Quite interesting.

I'm an aggressive null checker. Internal functions are mostly debug if null is like a static control flow error.

Address 0x9c should be a protected region so worst that could happen was a crash? If I'm not mistaken the process dump showed an protected read fault.

Top voted comment on HN suggests (just like I would) "This should not have passed a competent C/I pipeline for a system in the critical path."

But besides banging on my keyboard, software bugs are going to happen. Adding more complexity is unlikely to fix the issue for a long time. Maybe would shouldn't depend on things where a single mistake in a single line of code (that was found) causes the world to nearly melt down. We've had memory safe languages for a long time, guess what, programmer errors still cause application crashes. Also many (if not all) "safe" languages just defer the unsafe stuff to the compiler/interpreter. The majority of the C# standard library uses pointers and P/Invoke.

Lets just keep making tool-chains larger and supply chains deeper I guess until the problem is resolved... because that works. I'm done.

Reply to this note

Please Login to reply.

Discussion

This shouldn't even have passed a manual smoke test or system integration test. Literally meant you couldn't get the machine to start without a Blue Screen of Death.

There are about five different tests that would have all failed, as soon as you started. They apparently don't test.

Also, amazes me that the sys admins just rolled this out everywhere without even checking locally on one machine.

I wonder if anyone, anywhere, caught this before rollout.

It's just another Boeing incident lol

I know. Good grief.

Yeah that's crazy!

I'd guess sysadmins had nothing to do with it, and the update was pushed live over the air to all CrowdStrike customers because "it's a security update."

When everything is "X as a Service" these problems will occur more often, because end users don't have the choice to wait for updates to be validated in the wild before making those changes on their machines.

Oh, that's true.

Gosh, they're doing automatic roll-outs without a proper pipeline. That is scary.

On the other hand, customers have been rewarding this sort of reckless behavior. We can see that on here.

Yeah, fair share of people here advocating for aggressively fast updates "even if it breaks shit". There's always a balance.

That's one reason I trust Nostrudel. They offer a cutting-edge version "next.nostrudel.ninja" where they also don't activate new versions until you press the button. A couple of times, it broke something, so I just went and used the normal one, again.

Beta test environment, basically.

We used to do this at work. A public staging environment.

It think this sort of parallel release alleviates a lot of the curiosity the users feel (they want to "see" the new thing and try it out), while mitigating risk.

Even if you have a desktop or mobile app, you can created a simulated/test environment to show off a new feature and get feedback from users. There are Android emulators and stuff.

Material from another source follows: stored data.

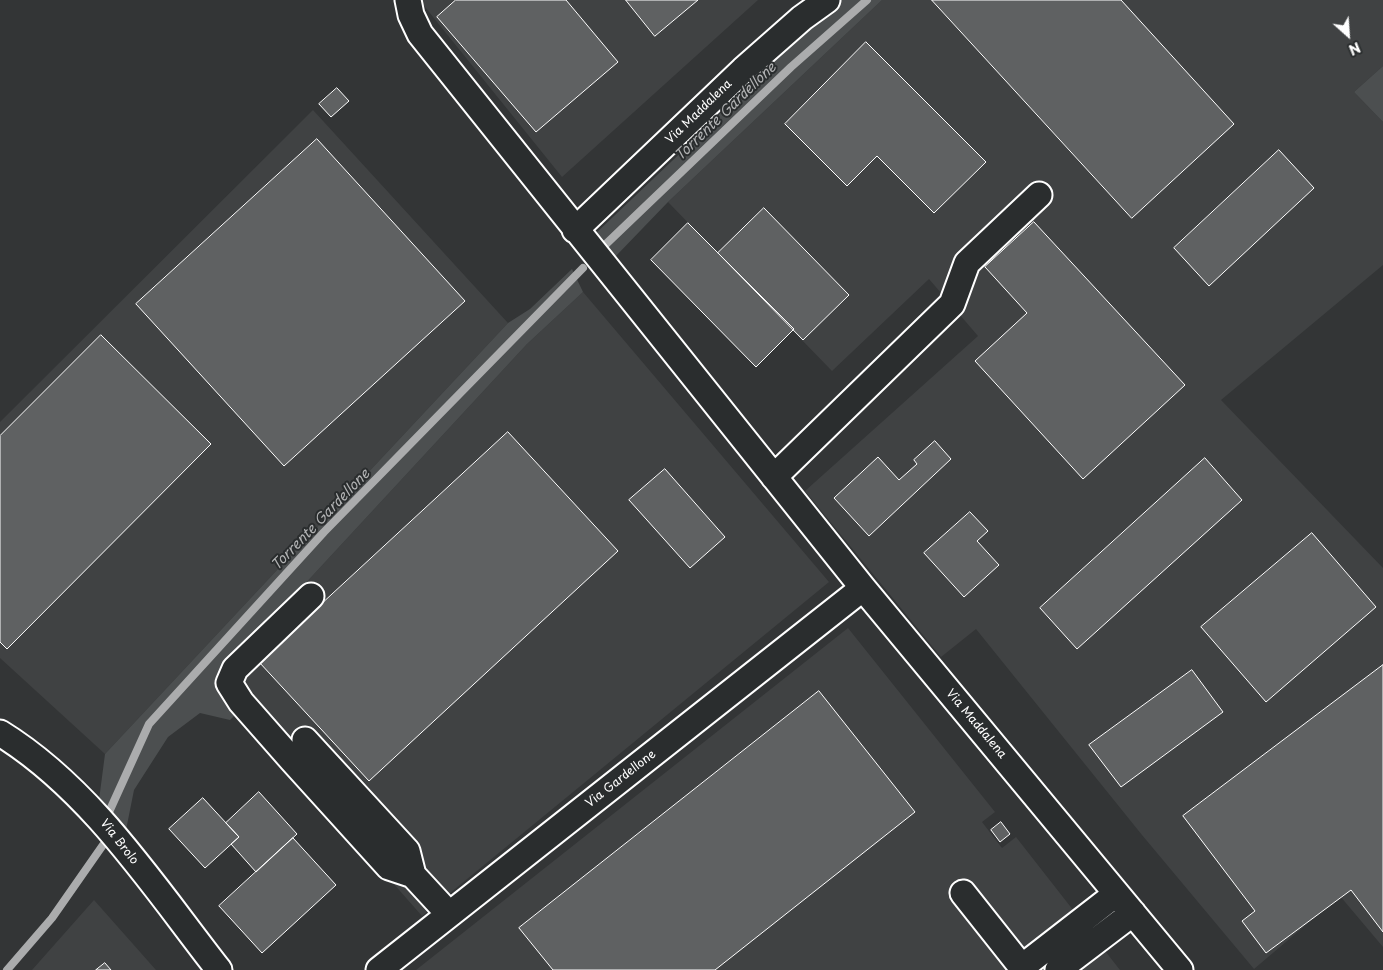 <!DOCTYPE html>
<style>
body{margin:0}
#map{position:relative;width:1383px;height:970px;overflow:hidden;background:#333536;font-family:"Playpen Sans",sans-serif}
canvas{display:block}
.north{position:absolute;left:1323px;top:10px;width:50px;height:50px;-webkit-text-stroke:4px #2a2d2e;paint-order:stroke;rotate:154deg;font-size:14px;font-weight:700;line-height:20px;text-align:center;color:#fff}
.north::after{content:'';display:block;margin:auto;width:18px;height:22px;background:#fff;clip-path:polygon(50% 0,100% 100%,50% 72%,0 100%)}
</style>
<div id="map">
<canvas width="1383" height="970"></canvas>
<div class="north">N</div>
</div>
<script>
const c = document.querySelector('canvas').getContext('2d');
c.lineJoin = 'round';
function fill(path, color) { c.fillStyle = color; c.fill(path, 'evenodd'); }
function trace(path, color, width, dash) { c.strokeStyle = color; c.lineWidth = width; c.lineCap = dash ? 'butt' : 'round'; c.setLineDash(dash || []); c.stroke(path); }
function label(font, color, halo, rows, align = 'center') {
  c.font = font + ' "Playpen Sans",sans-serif'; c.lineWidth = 4; c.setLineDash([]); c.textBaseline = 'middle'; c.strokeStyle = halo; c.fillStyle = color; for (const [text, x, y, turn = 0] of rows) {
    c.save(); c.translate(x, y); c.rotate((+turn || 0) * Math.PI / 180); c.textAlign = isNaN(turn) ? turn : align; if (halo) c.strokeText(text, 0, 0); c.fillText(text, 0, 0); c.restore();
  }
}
fill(new Path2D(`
 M 423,0 L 758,0 L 562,177 L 421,2 Z
 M 882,0 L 1383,0 L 1383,66 L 1354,92 L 1383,122 L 1383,265 L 1221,400 L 1383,568 L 1383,947 L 1340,896 L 1254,969 L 1142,835 L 976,629 L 941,657 L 805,491 L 978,336 L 929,279 L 832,371 L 668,202 Z
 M 313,110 L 508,323 L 105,754 L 0,658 L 0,422 Z
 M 583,292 L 829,582 L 422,916 L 215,681 L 527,344 Z
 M 848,628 L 995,812 L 982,822 L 1002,848 L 1016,837 L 1120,970 L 416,970 Z
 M 94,900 L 156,970 L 32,970 Z`), '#404243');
fill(new Path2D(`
 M 837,0 L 882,0 L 668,202 L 615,257 L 595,234 L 692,142 L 801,31 Z
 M 1383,66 L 1383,122 L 1354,92 Z
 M 572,269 L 583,292 L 527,344 L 215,681 L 240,710 L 230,720 L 200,713 L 168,737 L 134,790 L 126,830 L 99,800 L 105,754 L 508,323 L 530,309 Z`), '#4c4f50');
trace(new Path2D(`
 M 605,245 L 791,67 L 867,0
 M 109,812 L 149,724 L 324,532 L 583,268
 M 7,970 L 52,918 L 103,845`), '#abacad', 8);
const building = new Path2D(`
 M 456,0 L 566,0 L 618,62 L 536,132 L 437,17 Z
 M 626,0 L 698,0 L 655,36 Z
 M 932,0 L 1121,0 L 1234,124 L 1132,218 Z
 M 866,42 L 986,162 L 934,213 L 877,156 L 847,186 L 785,124 Z
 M 337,88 L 349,101 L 331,117 L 319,104 Z
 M 317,139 L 465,301 L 284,466 L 136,304 Z
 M 1279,150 L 1314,188 L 1209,286 L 1174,248 Z
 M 764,208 L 849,295 L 803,340 L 718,253 Z
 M 1034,222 L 1185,385 L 1083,479 L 975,361 L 1027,313 L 985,267 Z
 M 688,223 L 794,329 L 756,367 L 651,260 Z
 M 101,335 L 211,444 L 7,649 L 0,642 L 0,436 Z
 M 508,432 L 618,551 L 369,781 L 259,662 Z
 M 935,441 L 951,459 L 869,536 L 834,498 L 878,457 L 899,480 L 917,464 L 914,460 Z
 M 1205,458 L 1242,500 L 1077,649 L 1040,608 Z
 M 665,469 L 725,537 L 690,568 L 629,500 Z
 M 970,512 L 988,531 L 977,541 L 999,565 L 964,597 L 924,553 Z
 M 1312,533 L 1376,607 L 1266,702 L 1201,627 Z
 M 1383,665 L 1383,932 L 1351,890 L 1266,953 L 1242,921 L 1255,911 L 1183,816 Z
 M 1192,670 L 1223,712 L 1121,787 L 1089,745 Z
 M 819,691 L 915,812 L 715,970 L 553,970 L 519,928 Z
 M 259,792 L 297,834 L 256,872 L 231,844 L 239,837 L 226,823 Z
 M 203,798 L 239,837 L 205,868 L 169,829 Z
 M 1001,822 L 1010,834 L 1000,842 L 991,830 Z
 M 293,838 L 336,885 L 262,953 L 219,906 Z
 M 105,963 L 111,970 L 96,970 Z`);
fill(building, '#5f6162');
trace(building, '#fff', 1);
const minor = new Path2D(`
 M 408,0 L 411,15 L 420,34 L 863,588 L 1180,970
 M 575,230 L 743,70 L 802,18 L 827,0
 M 774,477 L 952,304 L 967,263 L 1039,195
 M 311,596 L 235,669 L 229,683 L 241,702 L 292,760 L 389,867 L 413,875
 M 0,733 C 91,789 154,887 219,970
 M 305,740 L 407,851 L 413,875 L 449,914
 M 963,893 L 1024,970
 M 1022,967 L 1116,894
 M 379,970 L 863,588
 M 1058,970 L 1133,913`);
trace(minor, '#fff', 29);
trace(minor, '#2a2d2e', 25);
label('12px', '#fff', '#2a2d2e', [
 ["Via Maddalena",699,112,-44],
 ["Via Maddalena",976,724,50],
 ["Via Gardellone",621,779,-38],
 ["Via Brolo",119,842,52]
]);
label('italic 14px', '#b2b3b4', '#2a2d2e', [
 ["Torrente Gardellone",726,112,-44],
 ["Torrente Gardellone",321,520,-46]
]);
</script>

IMO frequent for security, and heavy testing regime and approval signoff pipeline

for everything else, make it optional, at all

The problem is not that there fast increments, it's that the increments are often barely tested, unreleased, and bug-fixes are rolled in with new features. So, you're basically forced to install every update, immediately, because what they delivered the last time is broken and this new one contains the fix. But the new one is also broken.

Software Version Mafia 😂

And everything straight to full-rollout to production. Boom. And then everyone installs it and it immediately crashes. That's not even an alpha version, it's just a prototype.

And then it's like,

Ummm... my bad, reinstall the previous one.

yeah, move fast and break things should not be the motto of the QA lol, QA should be pig headed salty bastards who are sticklers for an extensive test routine to be run and passed, and i mean, like, a giant long checklist of features that should work that have to be run through a standard regime

and not even touch it without the unit tests all 100%, fix the damn tests, and no damn disabling the damn tests damn you

yes, the salty bastard rubber stamp bureaucrat style is what we want in QA

And no unit tests that are just "assert True; return;" 😅

We call those people "beta testers," and their enthusiasm should be channeled to help produce a stable product for the average user.

EXACTLY!!

I'm a natural for the beta tester role, as are many of the power users, and we tend to be mentally prepared for the software to mess our stuff up or act wonky.

Roll out to us _first_ and then roll out to everyone else a couple of days or a week, later.

And make the updates opt-in. Sure, it's better for security to stay fully up-to-date, but if someone wants to never update their desktop, it's on him if he gets hacked.

In commercial systems, the sysadmins should be responsible for validating and determining the necessity of updates.